-- Data follows --

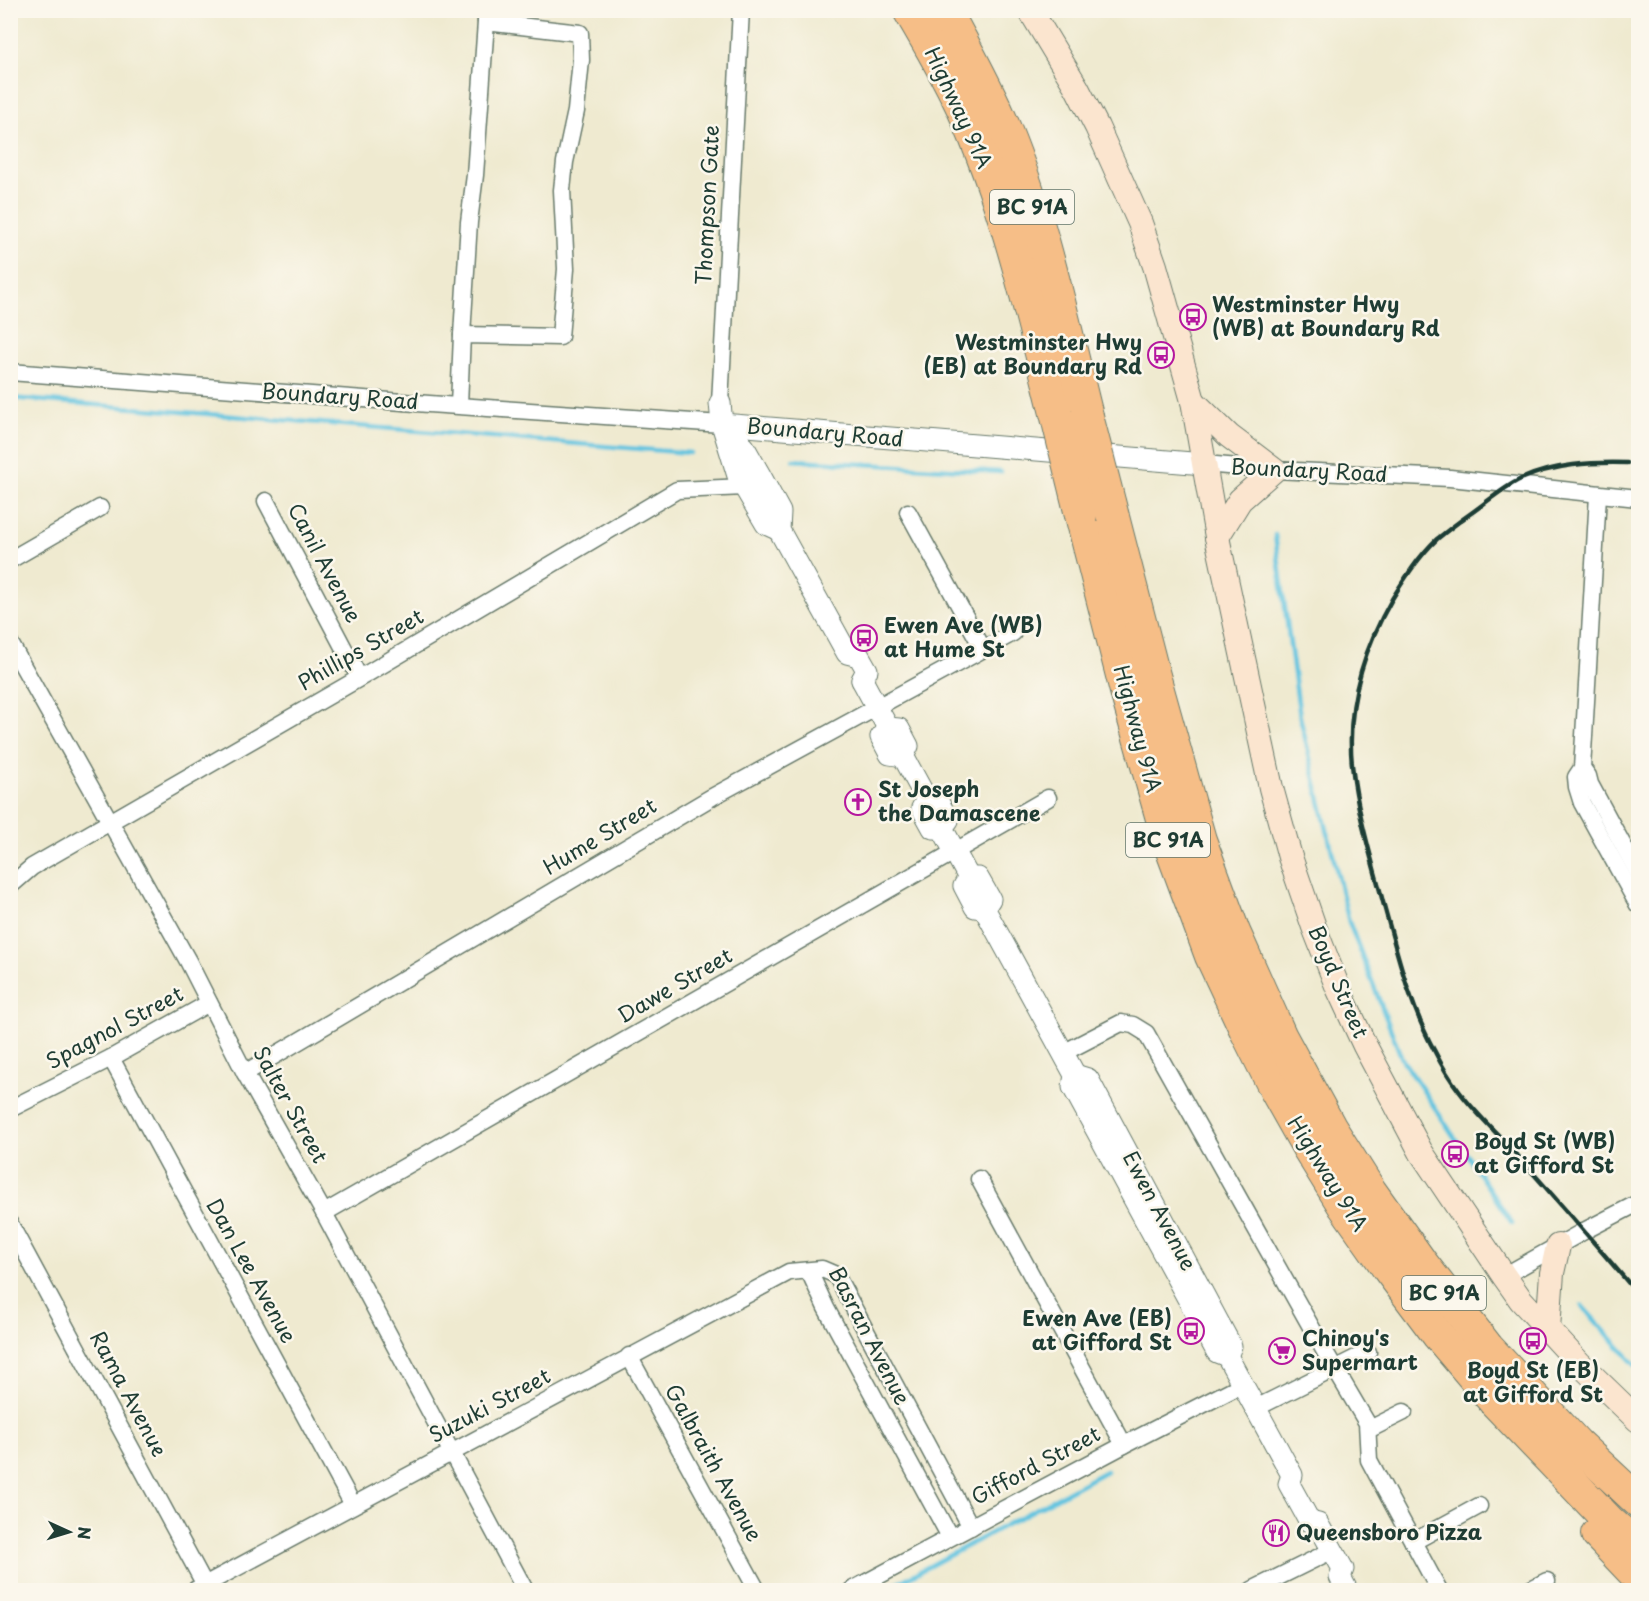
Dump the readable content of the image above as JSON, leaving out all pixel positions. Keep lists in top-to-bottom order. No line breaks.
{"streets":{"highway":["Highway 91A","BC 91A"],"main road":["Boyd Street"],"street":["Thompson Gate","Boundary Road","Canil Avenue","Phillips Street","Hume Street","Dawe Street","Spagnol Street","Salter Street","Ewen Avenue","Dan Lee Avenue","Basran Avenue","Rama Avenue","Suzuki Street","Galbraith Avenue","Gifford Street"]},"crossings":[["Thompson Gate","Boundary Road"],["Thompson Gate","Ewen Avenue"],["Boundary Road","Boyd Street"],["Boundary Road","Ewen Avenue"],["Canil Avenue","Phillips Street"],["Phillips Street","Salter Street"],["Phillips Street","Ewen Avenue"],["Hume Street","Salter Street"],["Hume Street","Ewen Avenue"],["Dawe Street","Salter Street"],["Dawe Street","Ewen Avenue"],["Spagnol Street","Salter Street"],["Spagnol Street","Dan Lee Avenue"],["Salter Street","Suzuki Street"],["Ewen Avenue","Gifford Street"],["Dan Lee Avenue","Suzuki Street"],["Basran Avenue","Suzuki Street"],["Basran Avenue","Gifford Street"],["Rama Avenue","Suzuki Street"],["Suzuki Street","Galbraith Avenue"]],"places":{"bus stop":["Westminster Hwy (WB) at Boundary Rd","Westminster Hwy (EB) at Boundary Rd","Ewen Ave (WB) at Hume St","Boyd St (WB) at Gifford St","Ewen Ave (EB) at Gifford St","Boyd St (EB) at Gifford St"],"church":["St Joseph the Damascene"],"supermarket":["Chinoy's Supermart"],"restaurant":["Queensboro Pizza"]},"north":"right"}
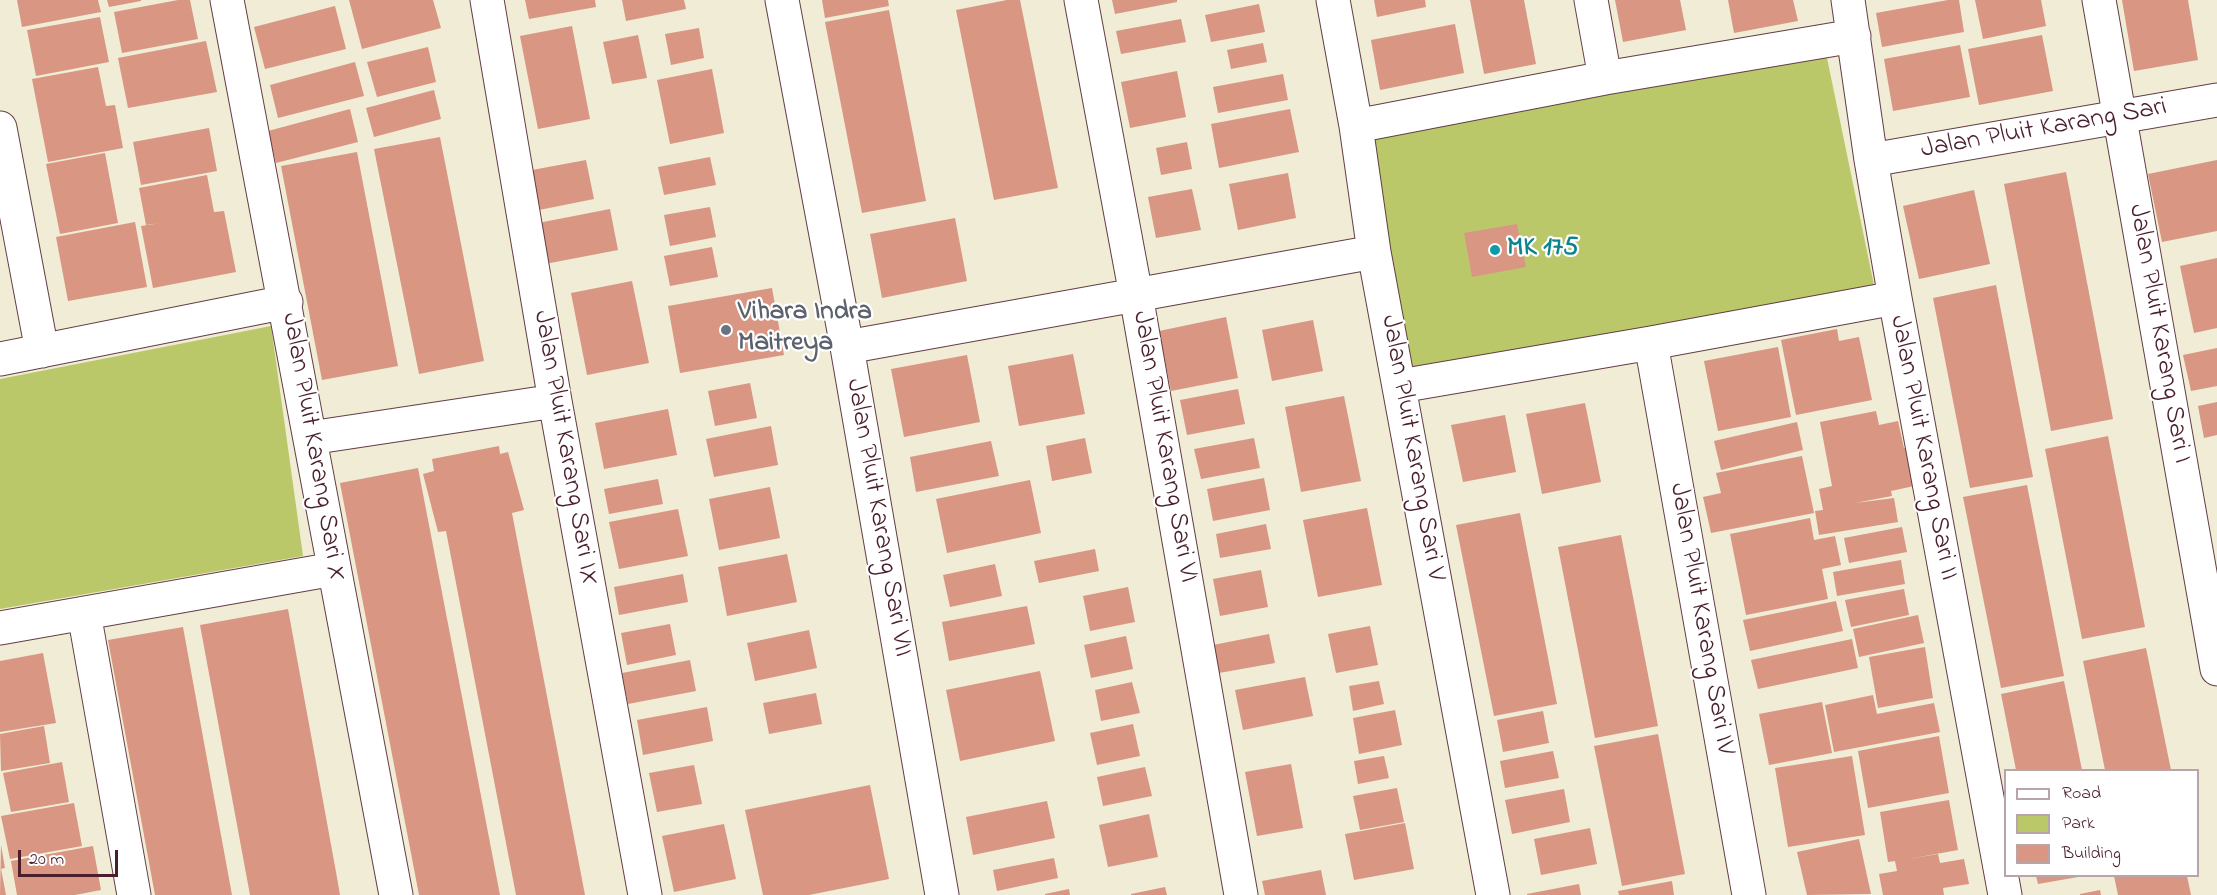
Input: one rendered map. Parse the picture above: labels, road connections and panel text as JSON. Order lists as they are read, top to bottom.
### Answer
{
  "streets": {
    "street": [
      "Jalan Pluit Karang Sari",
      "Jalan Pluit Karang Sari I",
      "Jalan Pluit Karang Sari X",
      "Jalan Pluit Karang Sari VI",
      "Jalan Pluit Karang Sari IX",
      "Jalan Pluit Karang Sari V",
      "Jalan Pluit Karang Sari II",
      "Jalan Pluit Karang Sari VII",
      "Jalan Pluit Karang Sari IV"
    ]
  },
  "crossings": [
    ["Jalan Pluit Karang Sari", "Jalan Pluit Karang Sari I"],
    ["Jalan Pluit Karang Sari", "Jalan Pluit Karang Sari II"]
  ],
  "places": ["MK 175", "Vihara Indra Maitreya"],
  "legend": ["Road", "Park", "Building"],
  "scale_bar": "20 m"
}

-- Data concluded --

## Problem
Copy out the lines above unchanged. Skip the images.

## Output of the task
Dump the readable content of the image above as JSON, leaving out all pixel positions. Keep lists in top-to-bottom order. No line breaks.
{"streets":{"highway":["Highway 91A","BC 91A"],"main road":["Boyd Street"],"street":["Thompson Gate","Boundary Road","Canil Avenue","Phillips Street","Hume Street","Dawe Street","Spagnol Street","Salter Street","Ewen Avenue","Dan Lee Avenue","Basran Avenue","Rama Avenue","Suzuki Street","Galbraith Avenue","Gifford Street"]},"crossings":[["Thompson Gate","Boundary Road"],["Thompson Gate","Ewen Avenue"],["Boundary Road","Boyd Street"],["Boundary Road","Ewen Avenue"],["Canil Avenue","Phillips Street"],["Phillips Street","Salter Street"],["Phillips Street","Ewen Avenue"],["Hume Street","Salter Street"],["Hume Street","Ewen Avenue"],["Dawe Street","Salter Street"],["Dawe Street","Ewen Avenue"],["Spagnol Street","Salter Street"],["Spagnol Street","Dan Lee Avenue"],["Salter Street","Suzuki Street"],["Ewen Avenue","Gifford Street"],["Dan Lee Avenue","Suzuki Street"],["Basran Avenue","Suzuki Street"],["Basran Avenue","Gifford Street"],["Rama Avenue","Suzuki Street"],["Suzuki Street","Galbraith Avenue"]],"places":{"bus stop":["Westminster Hwy (WB) at Boundary Rd","Westminster Hwy (EB) at Boundary Rd","Ewen Ave (WB) at Hume St","Boyd St (WB) at Gifford St","Ewen Ave (EB) at Gifford St","Boyd St (EB) at Gifford St"],"church":["St Joseph the Damascene"],"supermarket":["Chinoy's Supermart"],"restaurant":["Queensboro Pizza"]},"north":"right"}
Input: one rendered map. Parse the picture above: labels, road connections and panel text as JSON. Order lists as they are read, top to bottom.
### Answer
{
  "streets": {
    "street": [
      "Jalan Pluit Karang Sari",
      "Jalan Pluit Karang Sari I",
      "Jalan Pluit Karang Sari X",
      "Jalan Pluit Karang Sari VI",
      "Jalan Pluit Karang Sari IX",
      "Jalan Pluit Karang Sari V",
      "Jalan Pluit Karang Sari II",
      "Jalan Pluit Karang Sari VII",
      "Jalan Pluit Karang Sari IV"
    ]
  },
  "crossings": [
    ["Jalan Pluit Karang Sari", "Jalan Pluit Karang Sari I"],
    ["Jalan Pluit Karang Sari", "Jalan Pluit Karang Sari II"]
  ],
  "places": ["MK 175", "Vihara Indra Maitreya"],
  "legend": ["Road", "Park", "Building"],
  "scale_bar": "20 m"
}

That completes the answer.